Mr Nguyen was also involved in this fraud as was Lawrence Charles, a forklift driver who works for CCC. At least every second weekend between about 2007 and 2009, they were instructed by Mr Lee as to which containers were to have plate details changed. The identified containers would be moved and placed in separate stacks on the Saturday. On the Sunday, they would remove the decals off the containers, replace them with new ones and use a cleaning product to make the new decals look old. Mr Nguyen was also involved in the grinding down of the stamped numbers. Once this work was done, the containers were returned to a stack. Mr Lee paid Mr Charles $100 in cash for the Saturday work and $200 for Sundays.

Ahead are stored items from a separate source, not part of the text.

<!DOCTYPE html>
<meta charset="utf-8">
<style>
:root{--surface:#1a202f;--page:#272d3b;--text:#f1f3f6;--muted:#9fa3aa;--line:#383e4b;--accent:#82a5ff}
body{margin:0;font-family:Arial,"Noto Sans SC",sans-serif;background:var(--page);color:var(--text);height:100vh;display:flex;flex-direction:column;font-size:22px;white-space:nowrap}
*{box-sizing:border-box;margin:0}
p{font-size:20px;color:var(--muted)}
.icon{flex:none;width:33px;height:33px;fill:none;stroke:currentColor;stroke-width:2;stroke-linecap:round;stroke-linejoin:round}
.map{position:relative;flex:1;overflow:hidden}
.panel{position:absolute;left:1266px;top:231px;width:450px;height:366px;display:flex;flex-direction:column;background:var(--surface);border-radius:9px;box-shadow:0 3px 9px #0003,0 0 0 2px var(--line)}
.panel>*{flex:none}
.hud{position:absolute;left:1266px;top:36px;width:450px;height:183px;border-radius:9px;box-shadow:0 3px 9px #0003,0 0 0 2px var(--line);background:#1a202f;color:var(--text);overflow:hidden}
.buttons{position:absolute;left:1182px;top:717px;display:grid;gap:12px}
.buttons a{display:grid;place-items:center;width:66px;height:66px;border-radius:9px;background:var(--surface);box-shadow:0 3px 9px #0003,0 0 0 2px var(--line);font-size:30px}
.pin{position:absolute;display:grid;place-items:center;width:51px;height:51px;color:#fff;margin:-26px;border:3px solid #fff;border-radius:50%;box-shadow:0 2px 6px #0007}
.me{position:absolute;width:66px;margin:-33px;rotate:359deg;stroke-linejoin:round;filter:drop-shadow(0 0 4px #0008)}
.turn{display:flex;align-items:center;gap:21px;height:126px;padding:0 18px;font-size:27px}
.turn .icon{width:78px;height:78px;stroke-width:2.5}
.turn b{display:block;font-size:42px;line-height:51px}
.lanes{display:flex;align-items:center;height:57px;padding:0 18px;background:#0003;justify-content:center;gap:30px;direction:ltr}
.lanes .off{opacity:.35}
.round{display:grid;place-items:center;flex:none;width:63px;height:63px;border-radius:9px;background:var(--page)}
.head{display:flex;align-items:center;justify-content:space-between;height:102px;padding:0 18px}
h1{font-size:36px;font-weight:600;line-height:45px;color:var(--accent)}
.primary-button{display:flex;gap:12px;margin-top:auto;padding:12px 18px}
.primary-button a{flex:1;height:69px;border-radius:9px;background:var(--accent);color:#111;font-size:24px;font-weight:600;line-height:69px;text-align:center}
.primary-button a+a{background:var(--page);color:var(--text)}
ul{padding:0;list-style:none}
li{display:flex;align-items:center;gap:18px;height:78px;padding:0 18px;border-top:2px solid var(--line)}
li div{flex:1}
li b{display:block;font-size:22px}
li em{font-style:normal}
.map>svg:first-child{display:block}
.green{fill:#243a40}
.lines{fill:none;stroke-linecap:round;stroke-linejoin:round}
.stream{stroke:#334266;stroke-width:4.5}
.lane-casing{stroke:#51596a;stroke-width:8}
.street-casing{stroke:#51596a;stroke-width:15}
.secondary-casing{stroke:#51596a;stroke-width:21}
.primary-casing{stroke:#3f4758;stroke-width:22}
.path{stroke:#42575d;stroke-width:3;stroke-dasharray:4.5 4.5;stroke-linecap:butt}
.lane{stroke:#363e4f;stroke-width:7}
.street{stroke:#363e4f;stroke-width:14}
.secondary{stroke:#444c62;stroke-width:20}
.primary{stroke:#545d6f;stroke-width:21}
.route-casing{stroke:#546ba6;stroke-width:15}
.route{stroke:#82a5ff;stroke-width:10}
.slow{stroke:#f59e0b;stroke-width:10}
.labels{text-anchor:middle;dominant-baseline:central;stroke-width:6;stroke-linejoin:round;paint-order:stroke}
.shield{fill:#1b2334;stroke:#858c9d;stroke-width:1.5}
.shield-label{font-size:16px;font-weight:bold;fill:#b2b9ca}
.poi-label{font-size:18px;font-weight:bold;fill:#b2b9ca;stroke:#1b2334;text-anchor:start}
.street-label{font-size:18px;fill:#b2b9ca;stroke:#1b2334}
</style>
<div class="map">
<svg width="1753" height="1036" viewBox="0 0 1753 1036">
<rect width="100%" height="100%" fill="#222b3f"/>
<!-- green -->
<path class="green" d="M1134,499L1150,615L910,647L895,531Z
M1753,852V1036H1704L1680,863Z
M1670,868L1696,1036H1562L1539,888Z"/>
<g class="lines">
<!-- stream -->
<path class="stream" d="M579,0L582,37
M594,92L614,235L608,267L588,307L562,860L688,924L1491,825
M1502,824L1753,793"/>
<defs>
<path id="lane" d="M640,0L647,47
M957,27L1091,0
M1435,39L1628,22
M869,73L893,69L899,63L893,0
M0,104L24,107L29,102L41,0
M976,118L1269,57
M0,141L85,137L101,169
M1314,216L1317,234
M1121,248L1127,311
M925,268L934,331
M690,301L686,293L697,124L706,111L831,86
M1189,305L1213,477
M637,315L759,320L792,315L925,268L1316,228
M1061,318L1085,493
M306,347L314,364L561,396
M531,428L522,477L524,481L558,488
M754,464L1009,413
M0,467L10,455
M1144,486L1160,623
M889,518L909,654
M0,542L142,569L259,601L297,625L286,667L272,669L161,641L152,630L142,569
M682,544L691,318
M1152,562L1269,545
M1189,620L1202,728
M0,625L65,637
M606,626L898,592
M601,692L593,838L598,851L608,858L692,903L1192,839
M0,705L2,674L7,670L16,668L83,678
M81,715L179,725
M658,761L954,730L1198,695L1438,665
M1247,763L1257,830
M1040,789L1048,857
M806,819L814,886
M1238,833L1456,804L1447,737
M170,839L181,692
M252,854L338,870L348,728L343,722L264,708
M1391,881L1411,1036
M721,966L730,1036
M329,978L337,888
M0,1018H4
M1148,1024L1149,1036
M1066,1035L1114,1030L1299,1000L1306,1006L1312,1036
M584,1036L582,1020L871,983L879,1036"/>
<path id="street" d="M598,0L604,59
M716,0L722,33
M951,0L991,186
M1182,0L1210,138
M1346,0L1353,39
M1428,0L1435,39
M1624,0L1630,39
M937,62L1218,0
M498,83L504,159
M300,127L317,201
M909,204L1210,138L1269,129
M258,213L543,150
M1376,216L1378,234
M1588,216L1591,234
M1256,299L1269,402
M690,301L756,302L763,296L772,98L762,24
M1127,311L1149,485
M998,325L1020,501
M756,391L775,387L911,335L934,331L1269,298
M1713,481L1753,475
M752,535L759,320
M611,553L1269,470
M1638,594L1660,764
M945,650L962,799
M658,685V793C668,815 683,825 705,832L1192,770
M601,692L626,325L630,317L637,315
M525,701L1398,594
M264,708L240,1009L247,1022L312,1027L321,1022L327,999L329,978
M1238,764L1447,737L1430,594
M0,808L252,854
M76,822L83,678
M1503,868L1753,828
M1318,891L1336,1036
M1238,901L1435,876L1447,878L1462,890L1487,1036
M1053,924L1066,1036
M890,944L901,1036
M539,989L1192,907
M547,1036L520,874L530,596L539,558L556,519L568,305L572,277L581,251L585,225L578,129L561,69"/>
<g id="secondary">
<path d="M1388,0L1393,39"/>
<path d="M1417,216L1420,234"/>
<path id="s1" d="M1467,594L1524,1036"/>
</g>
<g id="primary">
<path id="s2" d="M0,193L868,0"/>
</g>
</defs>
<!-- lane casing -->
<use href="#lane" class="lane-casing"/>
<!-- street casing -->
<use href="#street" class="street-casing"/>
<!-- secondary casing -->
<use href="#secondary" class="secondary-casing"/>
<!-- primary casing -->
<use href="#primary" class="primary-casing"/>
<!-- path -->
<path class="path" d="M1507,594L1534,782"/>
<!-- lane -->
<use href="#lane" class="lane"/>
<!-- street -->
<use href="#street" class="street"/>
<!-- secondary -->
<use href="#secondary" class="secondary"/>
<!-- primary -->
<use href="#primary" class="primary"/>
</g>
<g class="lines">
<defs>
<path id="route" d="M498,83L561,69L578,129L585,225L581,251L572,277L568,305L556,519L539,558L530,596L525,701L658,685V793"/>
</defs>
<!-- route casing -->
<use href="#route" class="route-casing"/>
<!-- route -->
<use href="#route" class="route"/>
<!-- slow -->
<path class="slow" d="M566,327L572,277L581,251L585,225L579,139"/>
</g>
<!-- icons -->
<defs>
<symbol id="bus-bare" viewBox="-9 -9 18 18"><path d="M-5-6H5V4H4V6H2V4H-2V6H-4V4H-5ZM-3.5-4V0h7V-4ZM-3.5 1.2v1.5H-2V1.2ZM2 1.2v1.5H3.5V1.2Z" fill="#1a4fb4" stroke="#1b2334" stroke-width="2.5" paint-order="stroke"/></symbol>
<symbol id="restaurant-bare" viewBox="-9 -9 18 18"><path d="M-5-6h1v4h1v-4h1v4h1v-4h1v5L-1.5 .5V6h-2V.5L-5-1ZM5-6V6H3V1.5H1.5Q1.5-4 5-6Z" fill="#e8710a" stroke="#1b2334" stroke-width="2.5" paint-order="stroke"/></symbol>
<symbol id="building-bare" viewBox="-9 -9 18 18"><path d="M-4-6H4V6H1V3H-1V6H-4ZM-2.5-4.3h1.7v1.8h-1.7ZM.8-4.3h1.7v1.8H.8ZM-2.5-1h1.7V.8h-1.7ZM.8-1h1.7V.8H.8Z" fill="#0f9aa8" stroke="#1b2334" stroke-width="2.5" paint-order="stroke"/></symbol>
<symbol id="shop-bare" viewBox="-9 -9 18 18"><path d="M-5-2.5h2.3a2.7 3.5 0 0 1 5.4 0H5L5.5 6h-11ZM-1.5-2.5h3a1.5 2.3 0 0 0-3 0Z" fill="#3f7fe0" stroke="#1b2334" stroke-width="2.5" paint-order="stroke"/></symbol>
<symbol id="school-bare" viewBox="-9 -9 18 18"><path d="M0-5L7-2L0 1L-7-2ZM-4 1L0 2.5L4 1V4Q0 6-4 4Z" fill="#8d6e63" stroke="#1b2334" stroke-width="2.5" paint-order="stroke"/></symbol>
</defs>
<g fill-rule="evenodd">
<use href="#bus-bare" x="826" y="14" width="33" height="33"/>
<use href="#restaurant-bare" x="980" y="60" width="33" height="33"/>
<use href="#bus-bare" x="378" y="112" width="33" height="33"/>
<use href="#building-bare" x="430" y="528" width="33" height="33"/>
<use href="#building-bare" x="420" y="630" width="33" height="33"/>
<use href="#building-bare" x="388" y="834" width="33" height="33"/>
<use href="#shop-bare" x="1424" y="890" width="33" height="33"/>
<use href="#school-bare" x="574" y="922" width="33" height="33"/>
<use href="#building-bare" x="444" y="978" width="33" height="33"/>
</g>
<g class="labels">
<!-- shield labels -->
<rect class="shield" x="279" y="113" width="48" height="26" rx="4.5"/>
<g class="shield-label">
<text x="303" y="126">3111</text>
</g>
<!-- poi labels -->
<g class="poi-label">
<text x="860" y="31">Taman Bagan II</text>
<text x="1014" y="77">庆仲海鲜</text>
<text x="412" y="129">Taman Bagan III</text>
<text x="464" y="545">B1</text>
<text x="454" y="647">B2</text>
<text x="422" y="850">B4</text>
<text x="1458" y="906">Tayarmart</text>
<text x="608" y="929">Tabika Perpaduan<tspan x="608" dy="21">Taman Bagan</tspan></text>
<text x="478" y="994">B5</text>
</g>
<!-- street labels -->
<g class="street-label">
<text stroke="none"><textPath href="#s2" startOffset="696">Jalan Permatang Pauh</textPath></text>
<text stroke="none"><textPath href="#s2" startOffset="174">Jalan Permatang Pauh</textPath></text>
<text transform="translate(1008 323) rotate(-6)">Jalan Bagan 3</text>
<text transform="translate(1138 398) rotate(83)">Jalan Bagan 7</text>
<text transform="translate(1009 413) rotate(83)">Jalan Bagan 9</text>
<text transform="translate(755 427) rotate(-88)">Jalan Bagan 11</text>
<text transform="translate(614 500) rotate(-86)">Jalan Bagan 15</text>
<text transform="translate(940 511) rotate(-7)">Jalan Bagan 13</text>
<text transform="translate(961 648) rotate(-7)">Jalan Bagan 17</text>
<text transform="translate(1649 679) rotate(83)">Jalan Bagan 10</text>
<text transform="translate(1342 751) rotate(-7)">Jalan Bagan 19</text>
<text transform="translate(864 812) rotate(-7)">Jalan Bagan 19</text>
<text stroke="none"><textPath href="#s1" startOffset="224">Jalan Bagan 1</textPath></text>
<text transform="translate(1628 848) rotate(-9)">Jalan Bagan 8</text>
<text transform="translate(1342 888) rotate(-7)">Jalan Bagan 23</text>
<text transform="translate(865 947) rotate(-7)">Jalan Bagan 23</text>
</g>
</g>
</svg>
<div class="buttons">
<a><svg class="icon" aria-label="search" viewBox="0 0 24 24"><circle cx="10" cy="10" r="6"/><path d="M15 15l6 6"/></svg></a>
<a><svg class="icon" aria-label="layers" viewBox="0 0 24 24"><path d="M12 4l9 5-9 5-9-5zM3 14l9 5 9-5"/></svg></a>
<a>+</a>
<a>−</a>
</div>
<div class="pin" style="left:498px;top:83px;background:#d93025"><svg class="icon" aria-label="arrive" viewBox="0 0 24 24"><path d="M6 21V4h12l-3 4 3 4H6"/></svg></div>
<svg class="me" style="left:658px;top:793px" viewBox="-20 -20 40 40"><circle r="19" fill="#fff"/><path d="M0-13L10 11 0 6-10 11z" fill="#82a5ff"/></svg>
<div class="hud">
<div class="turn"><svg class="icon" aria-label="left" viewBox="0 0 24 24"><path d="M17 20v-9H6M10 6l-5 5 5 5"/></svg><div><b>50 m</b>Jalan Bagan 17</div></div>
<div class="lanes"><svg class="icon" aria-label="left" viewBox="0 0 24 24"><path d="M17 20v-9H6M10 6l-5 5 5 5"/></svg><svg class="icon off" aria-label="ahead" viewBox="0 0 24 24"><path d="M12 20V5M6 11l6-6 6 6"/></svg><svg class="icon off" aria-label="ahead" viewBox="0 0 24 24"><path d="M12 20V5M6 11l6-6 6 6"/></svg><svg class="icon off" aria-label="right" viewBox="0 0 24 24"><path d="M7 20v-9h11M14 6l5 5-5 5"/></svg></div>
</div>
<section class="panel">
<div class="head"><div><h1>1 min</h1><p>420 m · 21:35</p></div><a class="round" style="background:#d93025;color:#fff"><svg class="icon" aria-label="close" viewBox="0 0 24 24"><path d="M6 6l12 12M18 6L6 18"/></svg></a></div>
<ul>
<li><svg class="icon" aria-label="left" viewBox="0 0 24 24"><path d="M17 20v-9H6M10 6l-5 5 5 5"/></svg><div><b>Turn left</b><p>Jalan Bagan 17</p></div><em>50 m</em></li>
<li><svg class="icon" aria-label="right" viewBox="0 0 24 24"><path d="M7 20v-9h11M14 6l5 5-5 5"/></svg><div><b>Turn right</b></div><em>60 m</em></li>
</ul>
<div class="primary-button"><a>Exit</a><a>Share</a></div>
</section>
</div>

If a container was wrongfully sold, then when the proper owner called for it, a problem arose, because the container was not available. This was addressed by taking another replacement container and changing the lettering and numbering to match the stolen container’s information. In this way, the theft and wrongful sale of the containers was hidden.
Mr Lee did not file a defence to this part of the claim against him. He is liable for the conversion of the containers which he sold wrongfully. He intentionally dealt with them in a manner which was repugnant to CCC’s immediate right to possession of them.[58]
[58]Penfolds Wines Pty Ltd v Elliot (1946) 74 CLR 204, 229.
CCC suffered loss because it was required to pay the third party owners of some of the converted shipping containers. In this regard, it has paid a total of $1,080,114 to shipping lines in settlement of their claims for missing containers. CCC is entitled to an award of damages for conversion in that amount together with interest. Exemplary damages of $10,000 are also sought against him. I will order that he pay that amount by way of exemplary damages. Again, Mr Lee’s wrongdoing, in the circumstances, was undertaken in complete disregard of the rights of CCC.
Conclusion
For the foregoing reasons, the Plaintiffs will succeed in each of their claims against the Defendants. I will ask the parties to bring in minutes of orders to reflect these reasons and to address me as to the question of costs.